Top of Data to examine
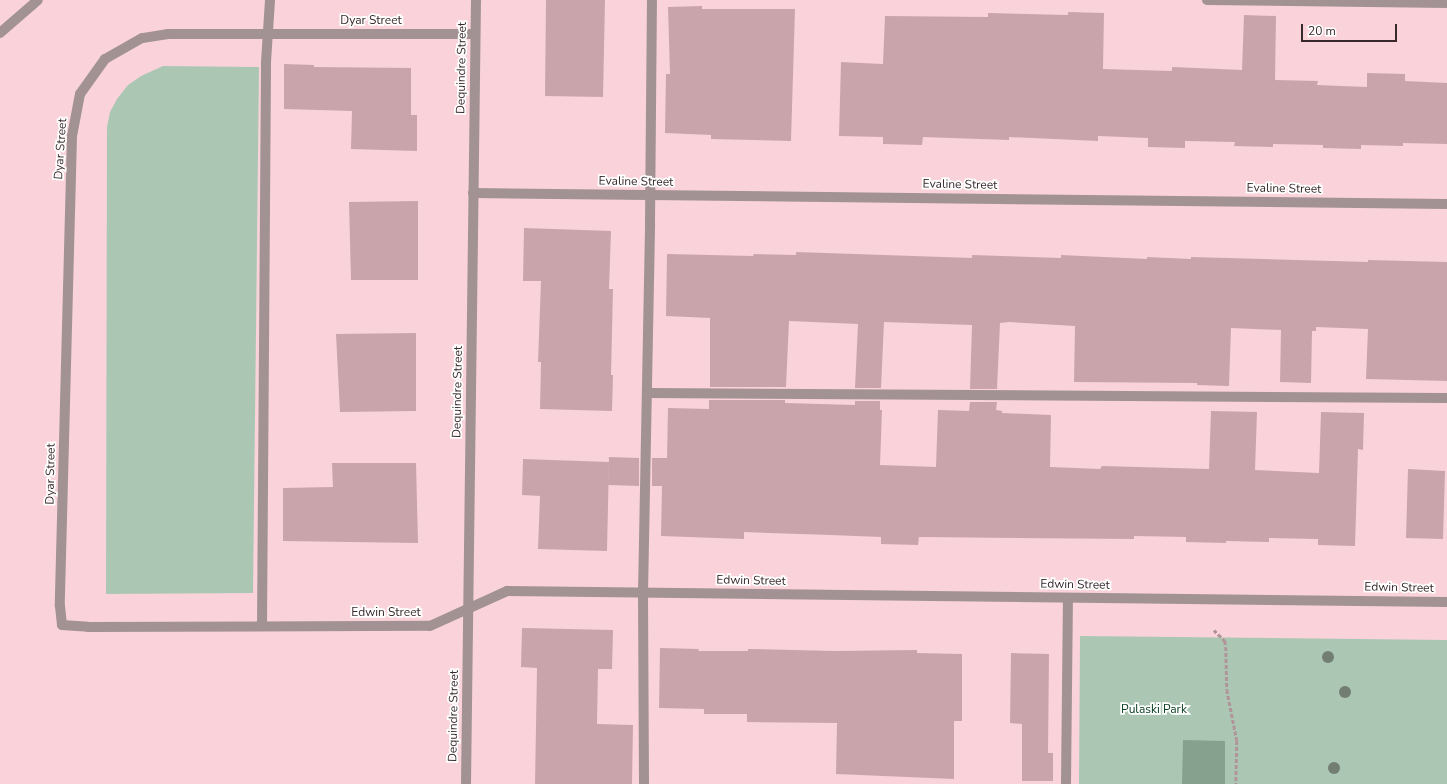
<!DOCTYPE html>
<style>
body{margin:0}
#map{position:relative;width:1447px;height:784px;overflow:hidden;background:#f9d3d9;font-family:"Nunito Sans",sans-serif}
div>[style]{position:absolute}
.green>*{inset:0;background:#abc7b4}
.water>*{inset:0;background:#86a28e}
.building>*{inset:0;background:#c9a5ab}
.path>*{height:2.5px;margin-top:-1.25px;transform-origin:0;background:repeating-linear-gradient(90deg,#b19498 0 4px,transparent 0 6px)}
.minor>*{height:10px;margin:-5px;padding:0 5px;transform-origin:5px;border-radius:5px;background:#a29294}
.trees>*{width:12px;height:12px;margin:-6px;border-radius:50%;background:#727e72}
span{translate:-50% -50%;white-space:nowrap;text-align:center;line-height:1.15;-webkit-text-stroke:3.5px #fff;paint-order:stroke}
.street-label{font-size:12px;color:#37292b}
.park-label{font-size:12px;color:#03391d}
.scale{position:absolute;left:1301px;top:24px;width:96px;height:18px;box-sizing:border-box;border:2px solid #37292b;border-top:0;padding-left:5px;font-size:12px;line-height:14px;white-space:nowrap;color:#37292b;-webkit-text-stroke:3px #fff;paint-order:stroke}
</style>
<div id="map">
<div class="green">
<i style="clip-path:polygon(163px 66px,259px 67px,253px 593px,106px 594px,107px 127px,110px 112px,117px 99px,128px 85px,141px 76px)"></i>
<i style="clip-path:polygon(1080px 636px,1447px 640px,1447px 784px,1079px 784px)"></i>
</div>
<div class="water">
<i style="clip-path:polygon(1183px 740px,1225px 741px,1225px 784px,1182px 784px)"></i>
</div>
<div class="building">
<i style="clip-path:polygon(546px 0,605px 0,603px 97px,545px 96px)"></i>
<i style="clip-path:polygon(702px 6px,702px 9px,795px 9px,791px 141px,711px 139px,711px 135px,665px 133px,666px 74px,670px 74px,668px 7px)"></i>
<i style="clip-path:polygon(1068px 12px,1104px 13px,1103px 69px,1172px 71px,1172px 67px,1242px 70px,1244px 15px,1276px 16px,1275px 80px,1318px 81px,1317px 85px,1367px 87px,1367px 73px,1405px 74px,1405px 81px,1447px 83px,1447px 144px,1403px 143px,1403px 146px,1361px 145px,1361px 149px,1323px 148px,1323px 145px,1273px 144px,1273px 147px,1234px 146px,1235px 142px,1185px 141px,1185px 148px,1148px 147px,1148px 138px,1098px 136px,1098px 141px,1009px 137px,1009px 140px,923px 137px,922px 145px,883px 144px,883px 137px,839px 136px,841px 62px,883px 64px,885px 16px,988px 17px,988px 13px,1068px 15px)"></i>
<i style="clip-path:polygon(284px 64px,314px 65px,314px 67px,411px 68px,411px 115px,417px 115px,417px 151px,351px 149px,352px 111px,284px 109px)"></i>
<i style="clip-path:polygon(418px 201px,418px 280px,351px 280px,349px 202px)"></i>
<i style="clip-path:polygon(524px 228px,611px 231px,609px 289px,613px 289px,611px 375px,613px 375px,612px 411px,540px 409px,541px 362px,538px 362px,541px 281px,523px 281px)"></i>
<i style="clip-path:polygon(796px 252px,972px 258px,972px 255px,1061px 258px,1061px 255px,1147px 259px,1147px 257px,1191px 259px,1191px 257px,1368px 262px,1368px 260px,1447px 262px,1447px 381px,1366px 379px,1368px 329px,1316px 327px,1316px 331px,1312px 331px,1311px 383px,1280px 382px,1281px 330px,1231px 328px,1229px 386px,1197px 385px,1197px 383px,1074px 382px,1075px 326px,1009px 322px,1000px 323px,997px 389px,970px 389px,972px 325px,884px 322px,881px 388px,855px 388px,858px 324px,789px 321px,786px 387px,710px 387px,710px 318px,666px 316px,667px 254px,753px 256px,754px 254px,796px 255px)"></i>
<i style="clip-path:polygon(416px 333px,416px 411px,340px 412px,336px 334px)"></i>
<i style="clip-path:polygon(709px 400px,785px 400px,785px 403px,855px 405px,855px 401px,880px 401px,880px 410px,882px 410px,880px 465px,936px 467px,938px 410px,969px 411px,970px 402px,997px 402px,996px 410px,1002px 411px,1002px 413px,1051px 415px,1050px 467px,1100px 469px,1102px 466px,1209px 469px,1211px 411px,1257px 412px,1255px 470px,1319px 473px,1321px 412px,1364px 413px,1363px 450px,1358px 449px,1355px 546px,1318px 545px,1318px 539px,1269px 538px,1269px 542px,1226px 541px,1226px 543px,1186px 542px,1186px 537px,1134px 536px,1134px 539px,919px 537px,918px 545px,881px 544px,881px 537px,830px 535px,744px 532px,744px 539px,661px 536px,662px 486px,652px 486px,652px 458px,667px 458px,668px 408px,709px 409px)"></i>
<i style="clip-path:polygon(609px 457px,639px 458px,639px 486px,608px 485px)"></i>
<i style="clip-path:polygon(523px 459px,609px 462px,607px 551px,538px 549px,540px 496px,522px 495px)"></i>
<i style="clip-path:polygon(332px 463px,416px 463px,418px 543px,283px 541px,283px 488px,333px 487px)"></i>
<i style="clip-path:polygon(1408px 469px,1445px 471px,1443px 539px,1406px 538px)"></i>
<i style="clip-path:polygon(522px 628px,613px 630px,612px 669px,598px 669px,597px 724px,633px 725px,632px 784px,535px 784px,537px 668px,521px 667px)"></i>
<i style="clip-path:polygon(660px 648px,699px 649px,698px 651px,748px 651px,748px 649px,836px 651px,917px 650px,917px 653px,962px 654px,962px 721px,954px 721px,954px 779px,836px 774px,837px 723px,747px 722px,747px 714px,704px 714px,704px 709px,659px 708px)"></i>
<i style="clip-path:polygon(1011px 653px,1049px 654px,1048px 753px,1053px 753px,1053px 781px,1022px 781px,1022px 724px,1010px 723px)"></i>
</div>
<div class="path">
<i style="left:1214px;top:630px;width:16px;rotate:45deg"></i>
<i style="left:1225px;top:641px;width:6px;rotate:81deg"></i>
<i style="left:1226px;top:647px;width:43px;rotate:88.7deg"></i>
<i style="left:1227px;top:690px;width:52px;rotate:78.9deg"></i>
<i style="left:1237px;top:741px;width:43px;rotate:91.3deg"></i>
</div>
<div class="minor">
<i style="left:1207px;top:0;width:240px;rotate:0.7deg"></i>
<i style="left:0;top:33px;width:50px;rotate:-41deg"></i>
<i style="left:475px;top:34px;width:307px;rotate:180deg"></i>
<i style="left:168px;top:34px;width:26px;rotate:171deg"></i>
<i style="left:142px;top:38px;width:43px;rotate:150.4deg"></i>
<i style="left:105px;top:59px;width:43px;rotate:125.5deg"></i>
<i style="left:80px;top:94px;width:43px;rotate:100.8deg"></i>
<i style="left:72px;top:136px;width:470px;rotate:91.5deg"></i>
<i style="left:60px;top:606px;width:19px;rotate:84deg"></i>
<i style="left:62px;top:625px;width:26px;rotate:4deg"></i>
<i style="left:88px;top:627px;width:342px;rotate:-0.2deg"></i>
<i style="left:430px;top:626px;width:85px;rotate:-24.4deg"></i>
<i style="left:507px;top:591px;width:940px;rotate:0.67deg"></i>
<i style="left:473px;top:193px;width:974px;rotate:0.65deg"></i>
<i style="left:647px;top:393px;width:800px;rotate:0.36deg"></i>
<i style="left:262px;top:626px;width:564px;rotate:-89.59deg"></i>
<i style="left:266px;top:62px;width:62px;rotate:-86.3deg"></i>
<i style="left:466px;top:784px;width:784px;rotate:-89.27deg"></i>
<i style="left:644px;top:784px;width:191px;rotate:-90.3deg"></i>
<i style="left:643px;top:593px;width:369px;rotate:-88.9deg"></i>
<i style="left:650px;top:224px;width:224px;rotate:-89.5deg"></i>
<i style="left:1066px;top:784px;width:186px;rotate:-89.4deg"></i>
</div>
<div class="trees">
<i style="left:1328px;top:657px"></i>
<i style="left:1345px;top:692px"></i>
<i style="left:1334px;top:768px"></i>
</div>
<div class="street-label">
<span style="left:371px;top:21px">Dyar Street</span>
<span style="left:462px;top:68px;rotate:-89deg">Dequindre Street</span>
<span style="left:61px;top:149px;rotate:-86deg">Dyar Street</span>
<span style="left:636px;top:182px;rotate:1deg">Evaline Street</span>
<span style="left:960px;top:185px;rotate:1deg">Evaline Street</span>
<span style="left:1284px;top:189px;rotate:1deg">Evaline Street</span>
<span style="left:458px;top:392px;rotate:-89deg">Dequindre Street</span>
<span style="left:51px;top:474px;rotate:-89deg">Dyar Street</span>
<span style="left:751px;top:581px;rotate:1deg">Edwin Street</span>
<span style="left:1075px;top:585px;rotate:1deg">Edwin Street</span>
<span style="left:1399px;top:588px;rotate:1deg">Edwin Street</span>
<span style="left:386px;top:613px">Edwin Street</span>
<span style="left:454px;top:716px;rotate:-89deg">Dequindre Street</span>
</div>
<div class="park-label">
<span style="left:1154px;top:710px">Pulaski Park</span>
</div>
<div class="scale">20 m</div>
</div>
Bottom of Data to examine
Top of Data to examine
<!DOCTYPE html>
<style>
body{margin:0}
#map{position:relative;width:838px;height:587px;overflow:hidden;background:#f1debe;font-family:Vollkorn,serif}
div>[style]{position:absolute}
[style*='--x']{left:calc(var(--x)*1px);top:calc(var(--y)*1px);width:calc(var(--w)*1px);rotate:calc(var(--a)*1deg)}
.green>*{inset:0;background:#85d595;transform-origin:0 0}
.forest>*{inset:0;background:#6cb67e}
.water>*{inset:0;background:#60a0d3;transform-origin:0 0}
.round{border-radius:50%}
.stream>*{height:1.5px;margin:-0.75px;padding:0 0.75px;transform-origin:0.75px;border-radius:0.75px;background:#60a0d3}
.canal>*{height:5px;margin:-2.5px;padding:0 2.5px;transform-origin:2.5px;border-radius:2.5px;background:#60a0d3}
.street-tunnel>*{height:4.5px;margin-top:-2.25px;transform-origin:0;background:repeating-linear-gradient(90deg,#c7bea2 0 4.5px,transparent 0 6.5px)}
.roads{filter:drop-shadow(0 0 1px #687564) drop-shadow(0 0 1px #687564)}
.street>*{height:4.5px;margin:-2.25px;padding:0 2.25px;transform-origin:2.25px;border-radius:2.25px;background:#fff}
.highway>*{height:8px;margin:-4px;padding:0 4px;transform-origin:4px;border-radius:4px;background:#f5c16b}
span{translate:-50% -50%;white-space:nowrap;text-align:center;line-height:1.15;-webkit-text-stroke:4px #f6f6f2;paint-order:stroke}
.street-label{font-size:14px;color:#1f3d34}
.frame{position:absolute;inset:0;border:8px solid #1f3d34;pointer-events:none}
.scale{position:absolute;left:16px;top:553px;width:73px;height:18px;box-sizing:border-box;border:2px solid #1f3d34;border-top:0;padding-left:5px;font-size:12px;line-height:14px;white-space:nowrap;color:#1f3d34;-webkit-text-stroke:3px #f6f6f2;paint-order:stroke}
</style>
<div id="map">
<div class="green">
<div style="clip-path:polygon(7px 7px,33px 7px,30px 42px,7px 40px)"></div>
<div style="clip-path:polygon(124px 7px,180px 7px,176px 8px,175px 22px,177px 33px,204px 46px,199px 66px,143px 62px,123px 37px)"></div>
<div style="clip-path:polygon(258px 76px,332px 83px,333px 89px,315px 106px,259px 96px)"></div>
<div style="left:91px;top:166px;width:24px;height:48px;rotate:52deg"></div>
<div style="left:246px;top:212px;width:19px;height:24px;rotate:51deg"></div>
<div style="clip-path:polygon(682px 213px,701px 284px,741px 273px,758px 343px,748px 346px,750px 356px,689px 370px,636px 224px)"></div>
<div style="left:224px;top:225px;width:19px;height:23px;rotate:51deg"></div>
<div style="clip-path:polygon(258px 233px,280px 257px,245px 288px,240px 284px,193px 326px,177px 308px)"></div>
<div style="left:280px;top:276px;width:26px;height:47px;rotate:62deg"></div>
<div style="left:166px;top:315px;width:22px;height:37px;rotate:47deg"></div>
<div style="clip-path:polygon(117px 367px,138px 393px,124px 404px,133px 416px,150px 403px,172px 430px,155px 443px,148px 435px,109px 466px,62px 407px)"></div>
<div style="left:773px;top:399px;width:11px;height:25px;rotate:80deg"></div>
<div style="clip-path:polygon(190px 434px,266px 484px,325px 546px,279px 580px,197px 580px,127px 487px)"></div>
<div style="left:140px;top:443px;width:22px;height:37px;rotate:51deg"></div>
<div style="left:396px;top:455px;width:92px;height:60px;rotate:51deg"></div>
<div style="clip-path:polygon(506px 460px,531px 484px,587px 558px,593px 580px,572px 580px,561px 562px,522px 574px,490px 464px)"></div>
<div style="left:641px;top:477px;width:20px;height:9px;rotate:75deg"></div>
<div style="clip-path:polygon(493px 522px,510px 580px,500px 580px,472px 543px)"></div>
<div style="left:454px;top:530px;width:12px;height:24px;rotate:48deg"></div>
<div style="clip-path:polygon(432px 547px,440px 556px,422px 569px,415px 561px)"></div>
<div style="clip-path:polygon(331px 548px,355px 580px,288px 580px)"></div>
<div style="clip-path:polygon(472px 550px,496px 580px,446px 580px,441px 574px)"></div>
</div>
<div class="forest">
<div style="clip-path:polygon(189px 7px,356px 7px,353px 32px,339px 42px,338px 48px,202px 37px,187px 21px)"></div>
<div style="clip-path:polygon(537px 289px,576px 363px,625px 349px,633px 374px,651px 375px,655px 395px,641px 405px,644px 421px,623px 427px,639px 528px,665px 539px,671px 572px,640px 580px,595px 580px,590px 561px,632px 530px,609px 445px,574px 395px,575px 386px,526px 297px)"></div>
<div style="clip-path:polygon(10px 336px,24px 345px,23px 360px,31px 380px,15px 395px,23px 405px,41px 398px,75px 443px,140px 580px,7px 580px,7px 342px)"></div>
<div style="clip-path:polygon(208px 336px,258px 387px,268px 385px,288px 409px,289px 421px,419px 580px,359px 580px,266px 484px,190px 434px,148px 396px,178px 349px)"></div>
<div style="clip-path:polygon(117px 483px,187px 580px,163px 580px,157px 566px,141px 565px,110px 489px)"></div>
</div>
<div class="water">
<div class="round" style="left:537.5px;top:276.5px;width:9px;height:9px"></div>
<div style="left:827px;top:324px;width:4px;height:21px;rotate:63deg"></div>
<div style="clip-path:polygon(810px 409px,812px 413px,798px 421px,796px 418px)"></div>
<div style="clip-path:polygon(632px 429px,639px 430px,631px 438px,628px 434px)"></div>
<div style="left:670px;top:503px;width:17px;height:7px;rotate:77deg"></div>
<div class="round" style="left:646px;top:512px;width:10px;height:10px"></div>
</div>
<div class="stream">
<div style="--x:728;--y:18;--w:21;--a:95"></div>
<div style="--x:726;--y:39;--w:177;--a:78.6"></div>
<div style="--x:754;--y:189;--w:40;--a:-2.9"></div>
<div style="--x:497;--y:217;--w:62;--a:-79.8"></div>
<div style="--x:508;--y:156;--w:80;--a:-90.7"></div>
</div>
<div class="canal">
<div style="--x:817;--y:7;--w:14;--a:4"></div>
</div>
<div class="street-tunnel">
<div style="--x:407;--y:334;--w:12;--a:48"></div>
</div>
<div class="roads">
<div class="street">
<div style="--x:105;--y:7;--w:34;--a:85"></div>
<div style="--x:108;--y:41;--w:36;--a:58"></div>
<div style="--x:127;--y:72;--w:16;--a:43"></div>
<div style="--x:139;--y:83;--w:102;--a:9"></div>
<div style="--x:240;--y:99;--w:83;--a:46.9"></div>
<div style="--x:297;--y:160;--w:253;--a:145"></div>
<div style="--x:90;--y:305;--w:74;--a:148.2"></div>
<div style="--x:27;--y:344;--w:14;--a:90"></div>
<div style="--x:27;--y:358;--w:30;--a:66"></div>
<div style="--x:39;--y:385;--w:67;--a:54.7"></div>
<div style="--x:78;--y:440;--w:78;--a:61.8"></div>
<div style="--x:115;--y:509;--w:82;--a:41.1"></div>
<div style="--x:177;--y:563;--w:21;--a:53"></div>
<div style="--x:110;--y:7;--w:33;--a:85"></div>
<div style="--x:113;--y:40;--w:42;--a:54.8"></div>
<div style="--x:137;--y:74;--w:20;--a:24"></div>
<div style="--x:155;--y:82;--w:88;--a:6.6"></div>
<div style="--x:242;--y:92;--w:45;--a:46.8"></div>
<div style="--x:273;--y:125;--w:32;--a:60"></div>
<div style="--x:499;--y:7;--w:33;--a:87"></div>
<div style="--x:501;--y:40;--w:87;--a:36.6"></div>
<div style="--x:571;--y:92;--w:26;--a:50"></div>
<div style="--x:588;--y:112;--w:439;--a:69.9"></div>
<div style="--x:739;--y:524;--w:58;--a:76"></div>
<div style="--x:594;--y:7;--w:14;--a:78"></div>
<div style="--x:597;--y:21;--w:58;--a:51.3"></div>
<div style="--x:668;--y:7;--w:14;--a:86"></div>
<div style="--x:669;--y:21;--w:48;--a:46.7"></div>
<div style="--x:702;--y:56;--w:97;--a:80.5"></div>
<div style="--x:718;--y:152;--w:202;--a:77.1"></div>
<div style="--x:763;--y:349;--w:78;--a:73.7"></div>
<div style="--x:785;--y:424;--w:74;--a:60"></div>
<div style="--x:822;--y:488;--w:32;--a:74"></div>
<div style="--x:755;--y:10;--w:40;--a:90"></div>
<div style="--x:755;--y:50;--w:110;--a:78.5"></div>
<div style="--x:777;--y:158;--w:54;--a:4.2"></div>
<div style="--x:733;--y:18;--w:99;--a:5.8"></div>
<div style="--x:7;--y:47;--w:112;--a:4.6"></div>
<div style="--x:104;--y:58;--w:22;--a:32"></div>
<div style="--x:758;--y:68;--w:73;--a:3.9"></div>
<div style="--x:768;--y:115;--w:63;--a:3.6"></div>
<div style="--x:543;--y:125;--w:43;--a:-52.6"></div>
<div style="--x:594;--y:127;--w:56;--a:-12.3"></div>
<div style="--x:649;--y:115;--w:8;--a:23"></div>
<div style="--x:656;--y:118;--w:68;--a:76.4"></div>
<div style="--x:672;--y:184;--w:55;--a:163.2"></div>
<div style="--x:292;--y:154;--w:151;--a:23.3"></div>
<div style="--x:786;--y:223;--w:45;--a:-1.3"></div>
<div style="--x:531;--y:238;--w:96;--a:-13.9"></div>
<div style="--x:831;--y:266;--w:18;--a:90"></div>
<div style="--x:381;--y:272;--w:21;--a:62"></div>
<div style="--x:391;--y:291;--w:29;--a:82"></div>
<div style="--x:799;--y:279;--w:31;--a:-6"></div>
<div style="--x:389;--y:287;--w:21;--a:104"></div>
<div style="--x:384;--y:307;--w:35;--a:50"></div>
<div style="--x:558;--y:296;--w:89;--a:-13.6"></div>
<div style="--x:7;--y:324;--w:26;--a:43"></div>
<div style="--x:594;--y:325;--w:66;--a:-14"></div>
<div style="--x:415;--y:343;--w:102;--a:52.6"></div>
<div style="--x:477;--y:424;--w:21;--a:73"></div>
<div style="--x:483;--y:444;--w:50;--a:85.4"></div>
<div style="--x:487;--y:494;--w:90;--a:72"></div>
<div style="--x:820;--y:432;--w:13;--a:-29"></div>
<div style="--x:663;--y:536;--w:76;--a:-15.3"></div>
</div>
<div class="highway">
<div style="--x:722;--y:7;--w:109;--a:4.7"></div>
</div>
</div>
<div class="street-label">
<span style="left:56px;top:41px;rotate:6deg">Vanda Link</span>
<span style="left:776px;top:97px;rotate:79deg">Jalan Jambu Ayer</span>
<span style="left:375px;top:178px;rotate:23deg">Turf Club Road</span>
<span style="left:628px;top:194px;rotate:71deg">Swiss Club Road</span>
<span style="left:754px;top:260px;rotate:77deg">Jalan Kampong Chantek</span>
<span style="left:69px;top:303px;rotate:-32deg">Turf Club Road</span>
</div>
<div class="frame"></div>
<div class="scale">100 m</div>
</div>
Bottom of Data to examine
» **Action item**:
Across the listing above, count every line containing the string "overflow" and give the result with no comment.

» **The completed task**:
2